[Records from a collection]
********************

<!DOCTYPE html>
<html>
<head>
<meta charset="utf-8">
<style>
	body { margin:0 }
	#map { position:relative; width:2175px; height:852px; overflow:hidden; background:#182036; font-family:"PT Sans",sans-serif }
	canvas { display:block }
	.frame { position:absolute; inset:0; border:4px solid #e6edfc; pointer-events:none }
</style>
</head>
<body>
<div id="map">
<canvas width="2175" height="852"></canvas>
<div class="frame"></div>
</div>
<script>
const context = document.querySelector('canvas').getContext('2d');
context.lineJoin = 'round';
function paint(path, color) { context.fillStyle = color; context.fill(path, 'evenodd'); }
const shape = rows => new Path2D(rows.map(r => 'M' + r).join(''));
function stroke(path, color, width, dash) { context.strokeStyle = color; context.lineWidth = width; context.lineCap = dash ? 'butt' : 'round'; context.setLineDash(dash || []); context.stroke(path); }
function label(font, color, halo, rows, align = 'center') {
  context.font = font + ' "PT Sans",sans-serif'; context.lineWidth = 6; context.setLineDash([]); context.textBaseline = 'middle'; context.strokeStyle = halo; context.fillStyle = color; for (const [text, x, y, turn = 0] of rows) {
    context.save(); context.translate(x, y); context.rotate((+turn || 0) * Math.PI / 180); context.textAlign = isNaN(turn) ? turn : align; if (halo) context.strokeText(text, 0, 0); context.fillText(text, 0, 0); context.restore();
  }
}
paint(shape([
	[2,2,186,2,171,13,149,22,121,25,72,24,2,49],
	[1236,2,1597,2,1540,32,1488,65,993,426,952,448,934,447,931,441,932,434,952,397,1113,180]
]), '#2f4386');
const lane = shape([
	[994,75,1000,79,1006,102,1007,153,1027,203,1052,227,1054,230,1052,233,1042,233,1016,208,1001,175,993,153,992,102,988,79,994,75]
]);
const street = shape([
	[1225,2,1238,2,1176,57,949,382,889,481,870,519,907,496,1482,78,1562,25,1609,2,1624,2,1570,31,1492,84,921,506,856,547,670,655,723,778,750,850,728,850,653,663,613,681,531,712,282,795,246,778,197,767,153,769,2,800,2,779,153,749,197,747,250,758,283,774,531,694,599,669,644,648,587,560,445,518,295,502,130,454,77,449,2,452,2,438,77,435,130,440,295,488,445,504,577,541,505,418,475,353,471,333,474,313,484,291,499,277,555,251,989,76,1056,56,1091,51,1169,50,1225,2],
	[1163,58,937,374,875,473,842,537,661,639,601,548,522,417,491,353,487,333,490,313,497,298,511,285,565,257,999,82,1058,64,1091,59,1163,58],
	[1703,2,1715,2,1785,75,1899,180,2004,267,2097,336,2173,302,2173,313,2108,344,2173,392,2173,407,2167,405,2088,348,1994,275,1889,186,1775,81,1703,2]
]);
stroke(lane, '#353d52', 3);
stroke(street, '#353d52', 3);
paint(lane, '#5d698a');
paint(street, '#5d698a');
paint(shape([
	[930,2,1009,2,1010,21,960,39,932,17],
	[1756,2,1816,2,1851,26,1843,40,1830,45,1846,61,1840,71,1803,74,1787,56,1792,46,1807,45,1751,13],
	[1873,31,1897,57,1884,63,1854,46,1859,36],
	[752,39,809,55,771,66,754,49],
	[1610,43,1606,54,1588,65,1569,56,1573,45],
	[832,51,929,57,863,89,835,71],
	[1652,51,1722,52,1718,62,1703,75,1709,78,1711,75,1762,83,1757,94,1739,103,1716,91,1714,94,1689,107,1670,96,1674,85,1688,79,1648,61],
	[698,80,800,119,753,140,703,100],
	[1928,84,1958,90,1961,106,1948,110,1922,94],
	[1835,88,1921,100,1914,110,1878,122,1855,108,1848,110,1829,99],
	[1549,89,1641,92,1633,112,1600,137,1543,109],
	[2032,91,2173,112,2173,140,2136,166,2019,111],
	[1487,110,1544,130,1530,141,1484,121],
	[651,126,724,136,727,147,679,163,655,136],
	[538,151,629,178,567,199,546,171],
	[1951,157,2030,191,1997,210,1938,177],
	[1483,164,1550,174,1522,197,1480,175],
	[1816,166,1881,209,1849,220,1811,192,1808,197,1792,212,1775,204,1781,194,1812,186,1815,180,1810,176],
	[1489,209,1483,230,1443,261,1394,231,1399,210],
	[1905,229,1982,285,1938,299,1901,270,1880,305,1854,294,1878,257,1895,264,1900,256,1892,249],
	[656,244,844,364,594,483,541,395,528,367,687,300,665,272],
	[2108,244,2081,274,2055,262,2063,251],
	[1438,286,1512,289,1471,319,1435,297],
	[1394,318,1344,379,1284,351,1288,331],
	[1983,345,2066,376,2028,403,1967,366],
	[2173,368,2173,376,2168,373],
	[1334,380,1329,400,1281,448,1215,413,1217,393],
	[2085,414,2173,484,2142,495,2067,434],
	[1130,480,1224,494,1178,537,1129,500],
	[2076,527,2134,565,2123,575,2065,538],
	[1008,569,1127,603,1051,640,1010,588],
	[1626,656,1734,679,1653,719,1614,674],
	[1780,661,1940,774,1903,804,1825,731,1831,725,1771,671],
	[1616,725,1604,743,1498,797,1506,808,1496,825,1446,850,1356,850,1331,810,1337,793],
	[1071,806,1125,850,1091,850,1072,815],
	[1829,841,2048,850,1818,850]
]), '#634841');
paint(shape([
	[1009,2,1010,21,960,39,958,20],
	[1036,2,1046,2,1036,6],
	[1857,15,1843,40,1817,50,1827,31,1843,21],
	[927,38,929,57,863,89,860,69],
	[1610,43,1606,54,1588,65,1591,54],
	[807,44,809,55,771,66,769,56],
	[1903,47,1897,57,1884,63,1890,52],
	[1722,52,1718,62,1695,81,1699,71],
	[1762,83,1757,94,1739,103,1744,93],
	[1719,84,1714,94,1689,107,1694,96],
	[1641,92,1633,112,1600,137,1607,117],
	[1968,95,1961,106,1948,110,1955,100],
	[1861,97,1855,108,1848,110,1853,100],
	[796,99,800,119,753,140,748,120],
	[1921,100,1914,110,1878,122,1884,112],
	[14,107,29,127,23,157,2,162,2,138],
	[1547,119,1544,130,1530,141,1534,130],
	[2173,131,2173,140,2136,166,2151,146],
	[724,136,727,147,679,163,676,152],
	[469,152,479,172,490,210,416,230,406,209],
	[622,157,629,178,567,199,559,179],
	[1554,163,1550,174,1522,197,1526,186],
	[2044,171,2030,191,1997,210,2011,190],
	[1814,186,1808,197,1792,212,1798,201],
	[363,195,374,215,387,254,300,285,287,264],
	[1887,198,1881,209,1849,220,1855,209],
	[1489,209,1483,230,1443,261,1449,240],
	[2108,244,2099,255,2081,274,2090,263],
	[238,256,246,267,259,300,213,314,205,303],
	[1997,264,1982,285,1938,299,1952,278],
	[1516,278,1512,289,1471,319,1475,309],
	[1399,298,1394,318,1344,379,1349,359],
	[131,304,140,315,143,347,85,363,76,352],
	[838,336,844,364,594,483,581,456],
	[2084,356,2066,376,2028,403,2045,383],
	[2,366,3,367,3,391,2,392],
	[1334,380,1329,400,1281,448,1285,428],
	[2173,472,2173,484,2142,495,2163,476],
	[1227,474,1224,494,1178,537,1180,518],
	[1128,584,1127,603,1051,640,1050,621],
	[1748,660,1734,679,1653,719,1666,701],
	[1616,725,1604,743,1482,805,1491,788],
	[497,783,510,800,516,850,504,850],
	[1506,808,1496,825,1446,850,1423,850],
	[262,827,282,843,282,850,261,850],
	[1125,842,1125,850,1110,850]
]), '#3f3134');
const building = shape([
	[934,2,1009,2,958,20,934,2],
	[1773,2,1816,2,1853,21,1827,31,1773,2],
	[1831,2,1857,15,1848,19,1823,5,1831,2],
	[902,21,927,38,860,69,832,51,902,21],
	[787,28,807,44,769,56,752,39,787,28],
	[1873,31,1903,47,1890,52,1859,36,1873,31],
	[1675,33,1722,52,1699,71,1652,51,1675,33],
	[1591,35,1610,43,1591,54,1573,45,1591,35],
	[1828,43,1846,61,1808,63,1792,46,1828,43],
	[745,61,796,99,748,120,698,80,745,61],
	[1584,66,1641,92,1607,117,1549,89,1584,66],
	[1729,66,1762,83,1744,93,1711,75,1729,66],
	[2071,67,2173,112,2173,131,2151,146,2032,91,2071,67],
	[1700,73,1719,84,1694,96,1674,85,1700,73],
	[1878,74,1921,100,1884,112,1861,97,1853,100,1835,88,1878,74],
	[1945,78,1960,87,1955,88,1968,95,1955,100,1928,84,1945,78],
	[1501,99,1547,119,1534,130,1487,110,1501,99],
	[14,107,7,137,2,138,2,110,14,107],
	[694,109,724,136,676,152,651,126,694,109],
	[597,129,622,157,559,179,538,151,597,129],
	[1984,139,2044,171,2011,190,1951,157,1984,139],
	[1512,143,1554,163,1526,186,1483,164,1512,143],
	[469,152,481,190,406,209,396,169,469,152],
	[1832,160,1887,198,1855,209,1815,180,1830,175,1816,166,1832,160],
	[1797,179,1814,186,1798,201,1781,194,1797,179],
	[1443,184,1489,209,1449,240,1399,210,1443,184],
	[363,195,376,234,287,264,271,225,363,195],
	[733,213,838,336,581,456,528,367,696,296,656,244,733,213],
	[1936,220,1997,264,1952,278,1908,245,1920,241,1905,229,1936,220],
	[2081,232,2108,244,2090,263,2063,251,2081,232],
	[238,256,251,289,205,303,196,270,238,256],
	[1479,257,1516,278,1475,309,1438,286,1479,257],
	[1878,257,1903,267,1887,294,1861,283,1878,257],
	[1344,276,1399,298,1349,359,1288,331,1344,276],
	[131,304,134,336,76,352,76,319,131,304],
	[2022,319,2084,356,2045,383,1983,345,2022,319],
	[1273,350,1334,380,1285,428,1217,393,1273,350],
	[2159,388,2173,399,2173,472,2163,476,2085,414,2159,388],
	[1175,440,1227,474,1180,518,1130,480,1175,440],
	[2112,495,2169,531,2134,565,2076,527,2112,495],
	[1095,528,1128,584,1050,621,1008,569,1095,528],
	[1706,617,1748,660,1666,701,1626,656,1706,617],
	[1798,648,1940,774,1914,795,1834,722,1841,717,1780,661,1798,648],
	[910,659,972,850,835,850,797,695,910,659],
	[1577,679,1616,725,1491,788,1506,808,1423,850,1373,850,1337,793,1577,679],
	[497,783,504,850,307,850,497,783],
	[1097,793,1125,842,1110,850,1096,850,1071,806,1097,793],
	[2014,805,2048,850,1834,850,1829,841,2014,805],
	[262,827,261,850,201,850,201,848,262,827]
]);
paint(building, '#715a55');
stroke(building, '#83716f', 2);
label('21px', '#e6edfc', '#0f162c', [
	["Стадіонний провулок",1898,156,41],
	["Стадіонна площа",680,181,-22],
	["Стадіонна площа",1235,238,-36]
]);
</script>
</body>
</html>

********************

> **WHAT YOU ARE ASKED TO DO**
Both the first line of the data above and the line with "context.font = font" must be included; please return exactly those lines and the ones between them.

> **ANSWER AREA**
<!DOCTYPE html>
<html>
<head>
<meta charset="utf-8">
<style>
	body { margin:0 }
	#map { position:relative; width:2175px; height:852px; overflow:hidden; background:#182036; font-family:"PT Sans",sans-serif }
	canvas { display:block }
	.frame { position:absolute; inset:0; border:4px solid #e6edfc; pointer-events:none }
</style>
</head>
<body>
<div id="map">
<canvas width="2175" height="852"></canvas>
<div class="frame"></div>
</div>
<script>
const context = document.querySelector('canvas').getContext('2d');
context.lineJoin = 'round';
function paint(path, color) { context.fillStyle = color; context.fill(path, 'evenodd'); }
const shape = rows => new Path2D(rows.map(r => 'M' + r).join(''));
function stroke(path, color, width, dash) { context.strokeStyle = color; context.lineWidth = width; context.lineCap = dash ? 'butt' : 'round'; context.setLineDash(dash || []); context.stroke(path); }
function label(font, color, halo, rows, align = 'center') {
  context.font = font + ' "PT Sans",sans-serif'; context.lineWidth = 6; context.setLineDash([]); context.textBaseline = 'middle'; context.strokeStyle = halo; context.fillStyle = color; for (const [text, x, y, turn = 0] of rows) {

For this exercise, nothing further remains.